── Input material ──

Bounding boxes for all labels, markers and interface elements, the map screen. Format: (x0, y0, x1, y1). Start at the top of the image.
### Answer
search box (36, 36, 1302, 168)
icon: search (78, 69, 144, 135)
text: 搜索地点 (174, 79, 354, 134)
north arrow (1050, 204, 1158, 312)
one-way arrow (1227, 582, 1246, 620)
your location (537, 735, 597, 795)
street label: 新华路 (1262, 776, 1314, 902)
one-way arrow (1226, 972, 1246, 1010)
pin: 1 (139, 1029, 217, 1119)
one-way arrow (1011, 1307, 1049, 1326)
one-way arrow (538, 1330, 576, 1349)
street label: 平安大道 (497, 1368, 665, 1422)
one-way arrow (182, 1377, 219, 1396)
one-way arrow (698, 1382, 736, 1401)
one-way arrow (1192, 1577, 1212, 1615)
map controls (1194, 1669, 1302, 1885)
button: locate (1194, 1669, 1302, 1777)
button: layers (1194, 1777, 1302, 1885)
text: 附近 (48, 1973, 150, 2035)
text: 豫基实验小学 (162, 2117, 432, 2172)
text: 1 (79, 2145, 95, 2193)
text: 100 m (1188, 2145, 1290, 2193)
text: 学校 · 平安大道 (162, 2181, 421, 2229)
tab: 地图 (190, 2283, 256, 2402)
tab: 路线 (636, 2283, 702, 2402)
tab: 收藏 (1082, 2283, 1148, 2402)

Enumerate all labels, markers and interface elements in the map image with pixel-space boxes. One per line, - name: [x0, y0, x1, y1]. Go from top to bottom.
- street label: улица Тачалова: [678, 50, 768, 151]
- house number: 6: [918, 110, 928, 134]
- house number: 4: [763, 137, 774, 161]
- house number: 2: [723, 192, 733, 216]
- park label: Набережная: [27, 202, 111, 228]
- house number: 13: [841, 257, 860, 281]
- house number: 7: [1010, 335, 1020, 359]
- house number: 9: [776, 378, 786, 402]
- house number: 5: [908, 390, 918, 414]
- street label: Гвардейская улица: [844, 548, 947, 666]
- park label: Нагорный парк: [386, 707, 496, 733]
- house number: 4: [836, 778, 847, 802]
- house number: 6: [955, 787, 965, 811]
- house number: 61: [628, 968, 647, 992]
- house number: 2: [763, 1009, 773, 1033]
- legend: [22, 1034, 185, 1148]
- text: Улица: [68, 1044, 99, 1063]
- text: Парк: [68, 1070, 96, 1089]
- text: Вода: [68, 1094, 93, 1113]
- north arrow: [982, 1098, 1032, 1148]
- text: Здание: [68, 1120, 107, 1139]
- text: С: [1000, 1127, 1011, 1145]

───

• What needs to be done
The answer must be the full data, repeated word for word.

• Task result
Bounding boxes for all labels, markers and interface elements, the map screen. Format: (x0, y0, x1, y1). Start at the top of the image.
### Answer
search box (36, 36, 1302, 168)
icon: search (78, 69, 144, 135)
text: 搜索地点 (174, 79, 354, 134)
north arrow (1050, 204, 1158, 312)
one-way arrow (1227, 582, 1246, 620)
your location (537, 735, 597, 795)
street label: 新华路 (1262, 776, 1314, 902)
one-way arrow (1226, 972, 1246, 1010)
pin: 1 (139, 1029, 217, 1119)
one-way arrow (1011, 1307, 1049, 1326)
one-way arrow (538, 1330, 576, 1349)
street label: 平安大道 (497, 1368, 665, 1422)
one-way arrow (182, 1377, 219, 1396)
one-way arrow (698, 1382, 736, 1401)
one-way arrow (1192, 1577, 1212, 1615)
map controls (1194, 1669, 1302, 1885)
button: locate (1194, 1669, 1302, 1777)
button: layers (1194, 1777, 1302, 1885)
text: 附近 (48, 1973, 150, 2035)
text: 豫基实验小学 (162, 2117, 432, 2172)
text: 1 (79, 2145, 95, 2193)
text: 100 m (1188, 2145, 1290, 2193)
text: 学校 · 平安大道 (162, 2181, 421, 2229)
tab: 地图 (190, 2283, 256, 2402)
tab: 路线 (636, 2283, 702, 2402)
tab: 收藏 (1082, 2283, 1148, 2402)

Enumerate all labels, markers and interface elements in the map image with pixel-space boxes. One per line, - name: [x0, y0, x1, y1]. Go from top to bottom.
- street label: улица Тачалова: [678, 50, 768, 151]
- house number: 6: [918, 110, 928, 134]
- house number: 4: [763, 137, 774, 161]
- house number: 2: [723, 192, 733, 216]
- park label: Набережная: [27, 202, 111, 228]
- house number: 13: [841, 257, 860, 281]
- house number: 7: [1010, 335, 1020, 359]
- house number: 9: [776, 378, 786, 402]
- house number: 5: [908, 390, 918, 414]
- street label: Гвардейская улица: [844, 548, 947, 666]
- park label: Нагорный парк: [386, 707, 496, 733]
- house number: 4: [836, 778, 847, 802]
- house number: 6: [955, 787, 965, 811]
- house number: 61: [628, 968, 647, 992]
- house number: 2: [763, 1009, 773, 1033]
- legend: [22, 1034, 185, 1148]
- text: Улица: [68, 1044, 99, 1063]
- text: Парк: [68, 1070, 96, 1089]
- text: Вода: [68, 1094, 93, 1113]
- north arrow: [982, 1098, 1032, 1148]
- text: Здание: [68, 1120, 107, 1139]
- text: С: [1000, 1127, 1011, 1145]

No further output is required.